April 20, 2006|From the Associated Press

Oil prices leapt above $72 a barrel Wednesday, setting a record for the third straight day and increasing the likelihood that pump prices will keep rising as summer nears.

The rally in oil futures was kicked off by a government report showing U.S. gasoline supplies had shrunk for the seventh straight week. That magnified market jitters about a nuclear dispute between Iran and the international community, as well as supply disruptions in Iraq, Nigeria and the Gulf of Mexico.

Although retail gasoline prices already top $3 a gallon in some parts of the country, motorists are only lightly reducing demand, according to government data. But that could change in the months ahead if higher prices at the pump squeeze discretionary spending, particularly among low-income Americans, economists say.

Wal-Mart Stores Inc., the nation's largest retailer, warned Wednesday that it anticipated its lowest-income customers would spend less in 2006 because of higher fuel expenses.

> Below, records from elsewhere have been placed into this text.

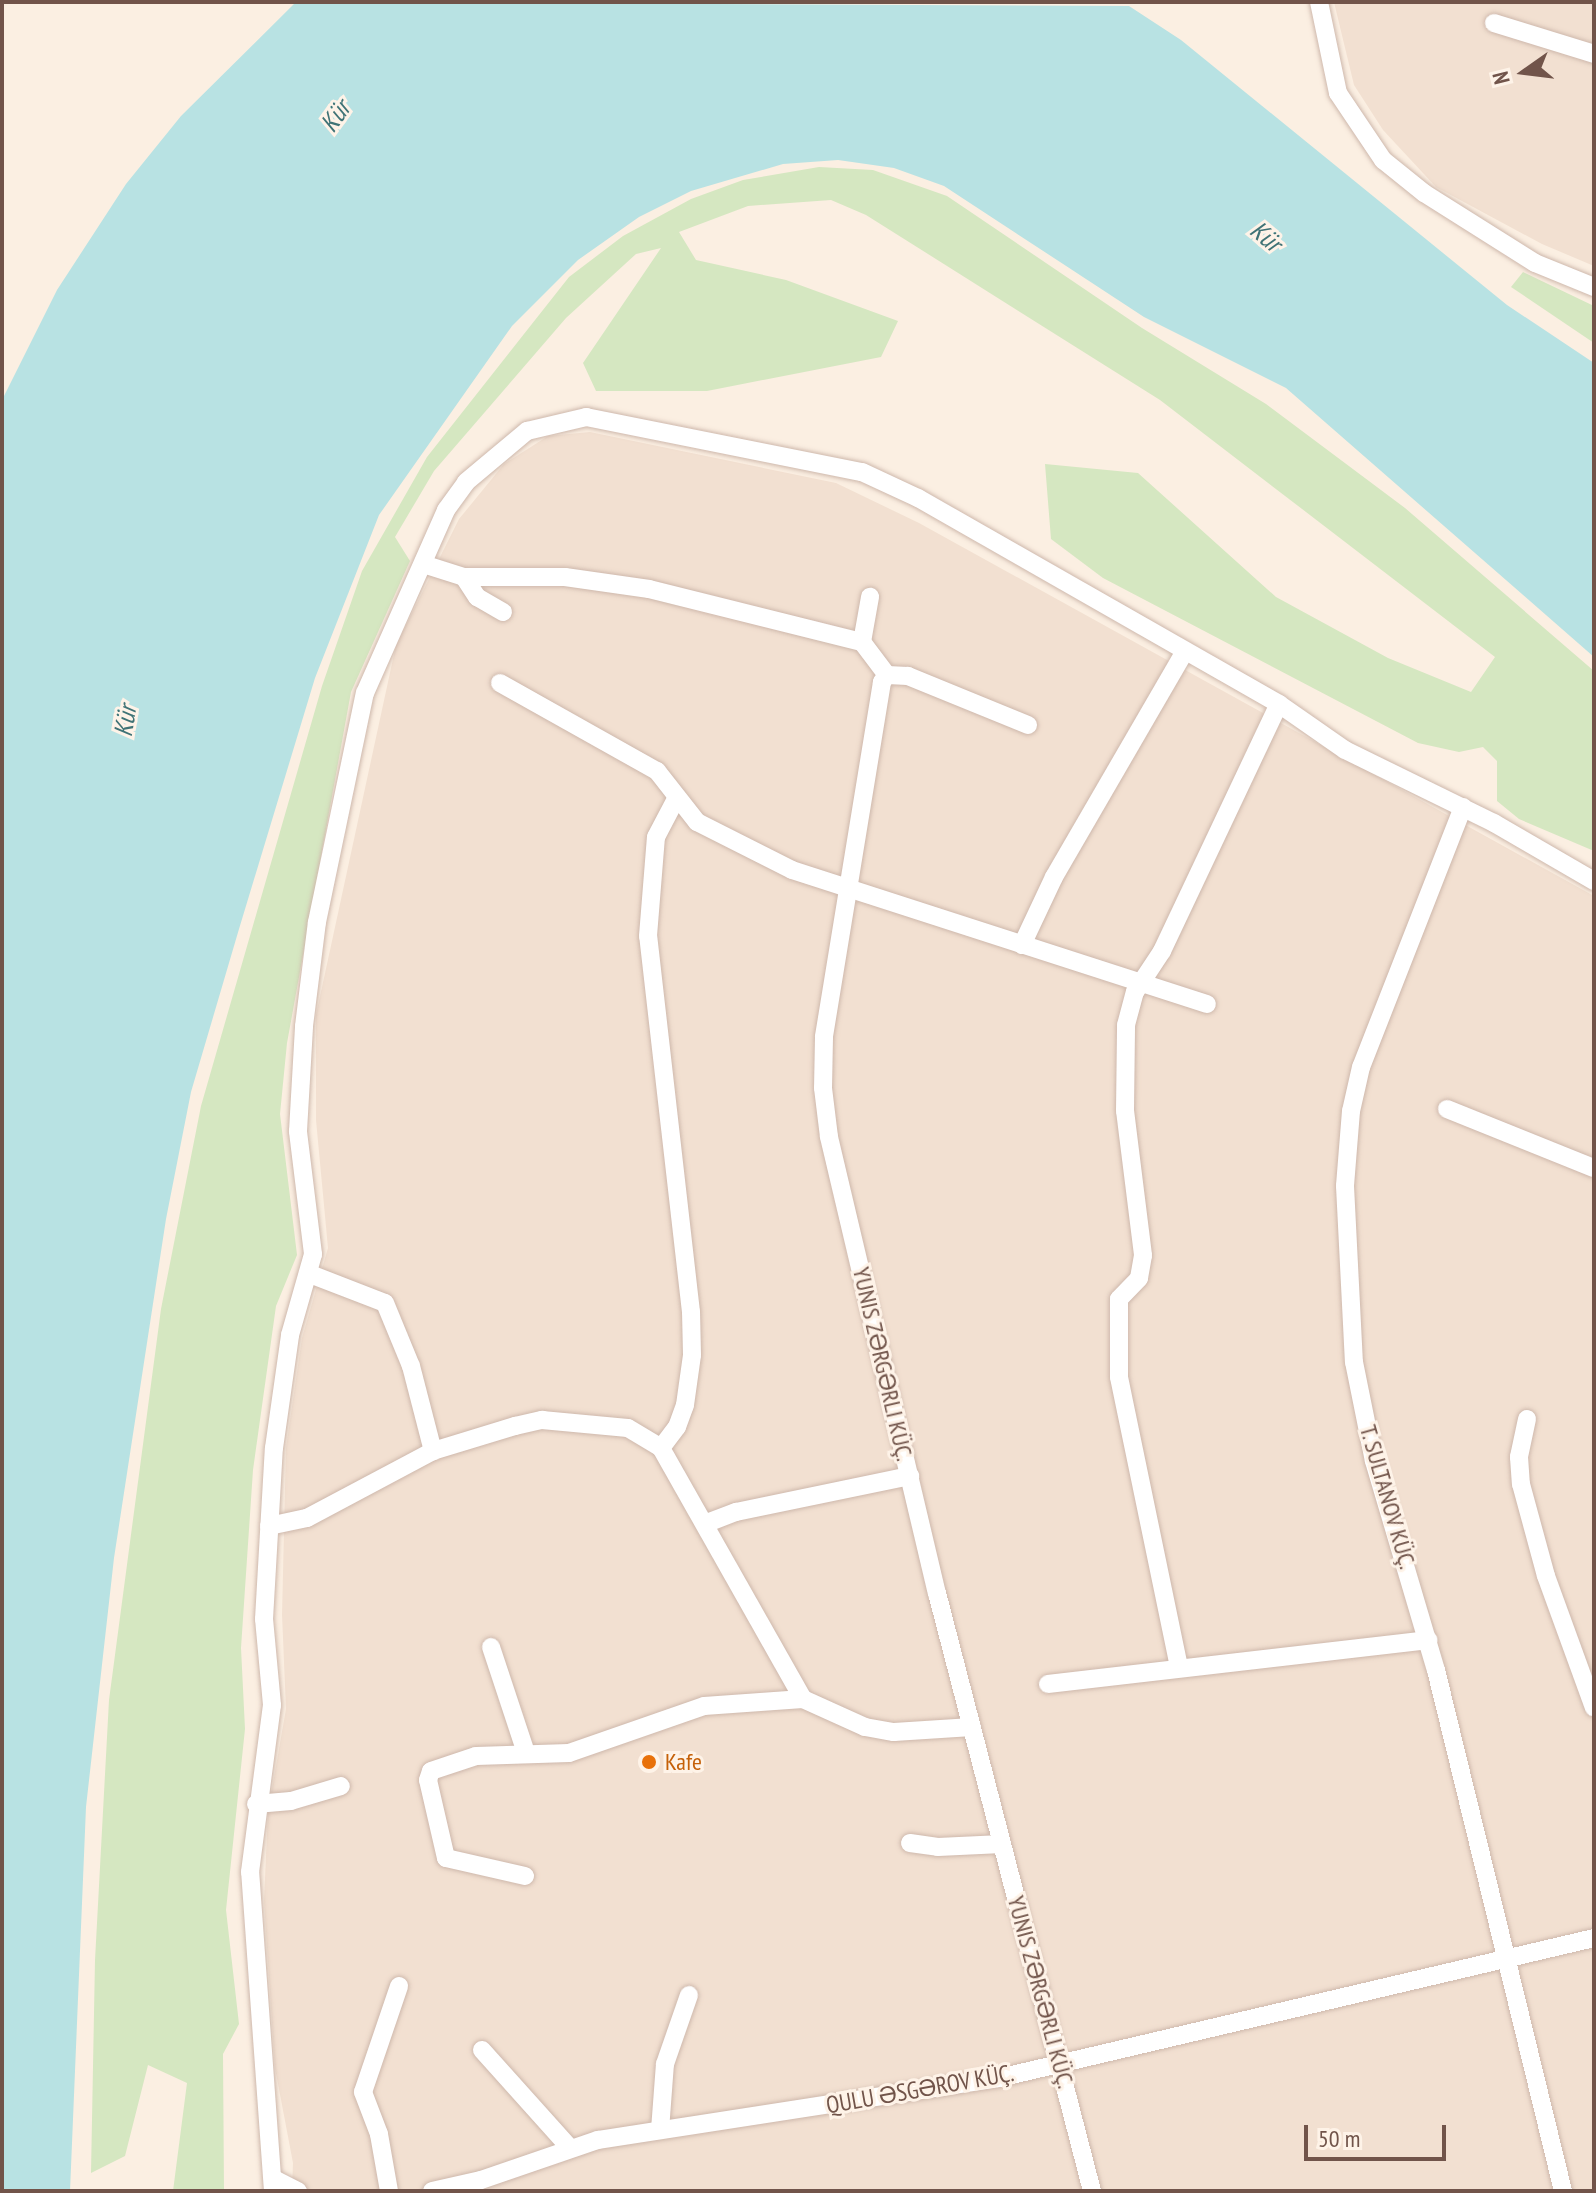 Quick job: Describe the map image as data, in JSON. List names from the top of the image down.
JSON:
{
  "streets": {
    "street": ["YUNIS ZƏRGƏRLI KÜÇ.", "T. SULTANOV KÜÇ.", "QULU ƏSGƏROV KÜÇ."]
  },
  "crossings": [
    ["YUNIS ZƏRGƏRLI KÜÇ.", "QULU ƏSGƏROV KÜÇ."],
    ["T. SULTANOV KÜÇ.", "QULU ƏSGƏROV KÜÇ."]
  ],
  "water": ["Kür"],
  "places": ["Kafe"],
  "scale_bar": "50 m",
  "north": "left"
} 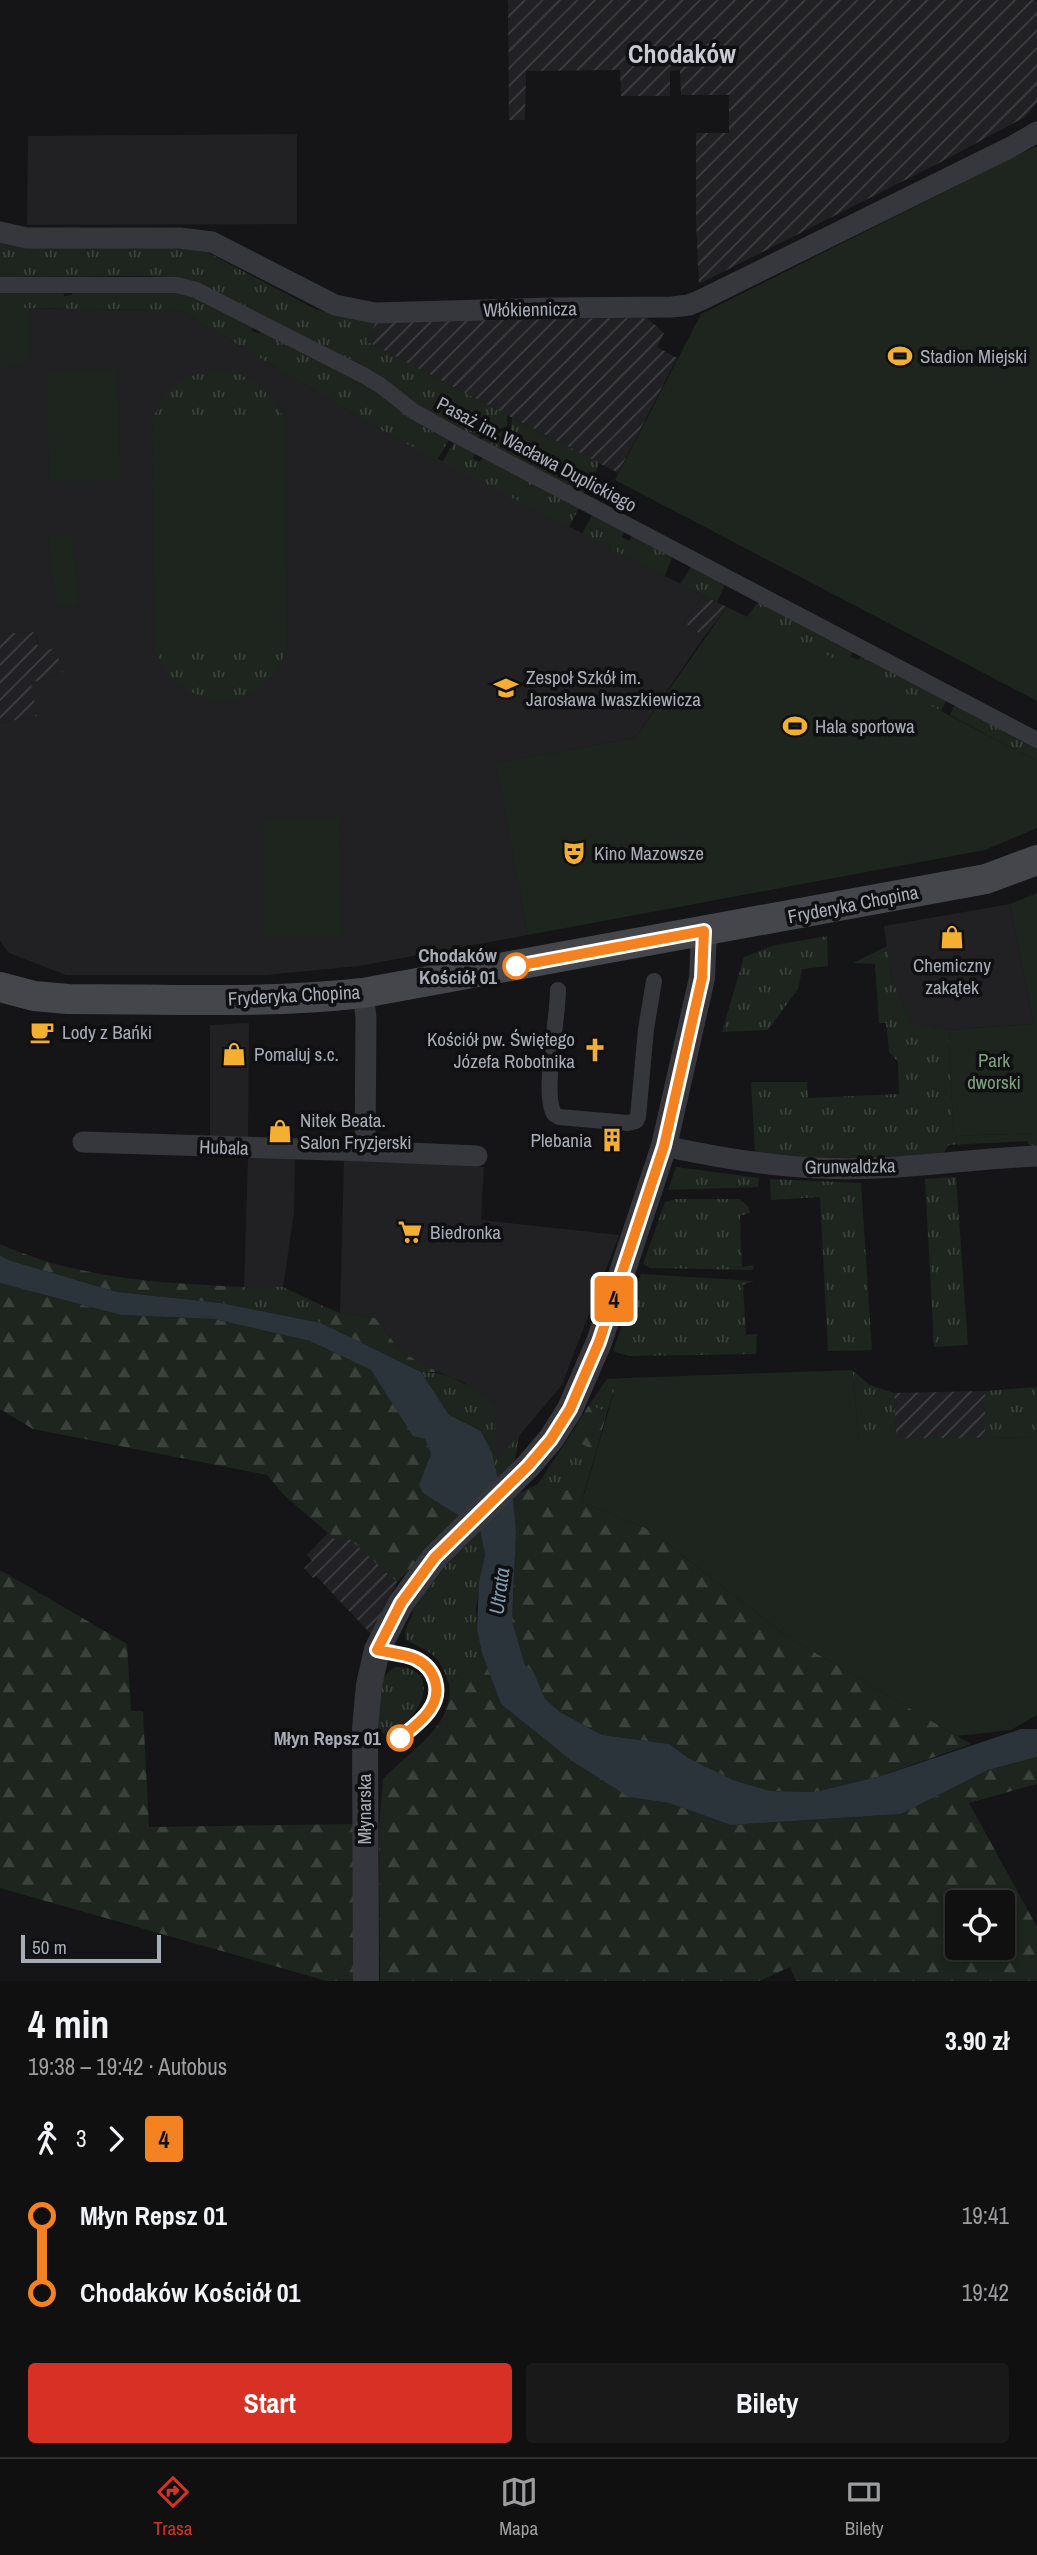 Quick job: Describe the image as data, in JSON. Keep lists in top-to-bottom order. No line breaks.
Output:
{"streets":{"main road":["Fryderyka Chopina"],"street":["Włókiennicza","Pasaż im. Wacława Duplickiego","Hubala","Grunwaldzka","Młynarska"]},"crossings":[["Fryderyka Chopina","Młynarska"],["Grunwaldzka","Młynarska"]],"districts":["Chodaków"],"water":["Utrata"],"parks":["Park dworski"],"places":{"sports":["Stadion Miejski","Hala sportowa"],"school or university":["Zespoł Szkół im. Jarosława Iwaszkiewicza"],"theatre":["Kino Mazowsze"],"shop":["Chemiczny zakątek","Pomaluj s.c.","Nitek Beata. Salon Fryzjerski"],"other":["Chodaków Kościół 01","Młyn Repsz 01"],"cafe":["Lody z Bańki"],"church":["Kościół pw. Świętego Józefa Robotnika"],"building":["Plebania"],"supermarket":["Biedronka"]},"lines":["bus line 4"],"scale_bar":"50 m","page":{"on_map":"4","scale":"50 m","heading":["4 min","19:38 – 19:42 · Autobus","3.90 zł"],"legs":["3","4"],"list":[{"name":"Młyn Repsz 01","value":"19:41"},{"name":"Chodaków Kościół 01","value":"19:42"}],"buttons":["Start","Bilety"],"tabs":["Trasa","Mapa","Bilety"]}}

"As fuel prices go up, it dampens our store sales," said Tom Schoewe, Wal-Mart's chief financial officer.

And American Airlines blamed a $92-million first-quarter loss on higher jet fuel prices, which the company said undermined increased ticket sales and higher fares.

The International Monetary Fund said that higher energy prices may slow global growth as consumers and companies tighten their belts.

Although the U.S. economy is growing more slowly, it is not about to turn south, most analysts agree. But neither are oil prices, traders are betting.

Oil futures contracts through July 2009 are trading above $70 a barrel.

"In effect, the market is saying this is going to be with us for a while," A.G. Edwards & Sons analyst Bill O'Grady said.

Light sweet crude for May delivery climbed as high as $72.40 a barrel Wednesday before settling at $72.17 on the New York Mercantile Exchange, up 82 cents from Tuesday. Crude oil costs have risen about 38% in the last year.

In its weekly report, the U.S. Energy Department said the nation's supply of gasoline shrank by a larger-than-expected 5.4 million barrels last week to 202.5 million barrels, leaving inventories 4.6% below year-ago levels.

Gasoline inventories typically decrease this time of the year as refiners shut plants to perform maintenance ahead of the summer driving season. But there is additional worry about summer gasoline supplies this year because of the prospect of tight supplies of ethanol, which is needed in increasing amounts as refiners phase out their use of methyl tertiary butyl ether, or MTBE -- an additive that helps gasoline burn more cleanly but has been found to contaminate drinking water.

The Energy Department report also showed that average daily gasoline demand since the start of the year is up 0.9%, compared with an increase of 1.4% during the same period in 2005.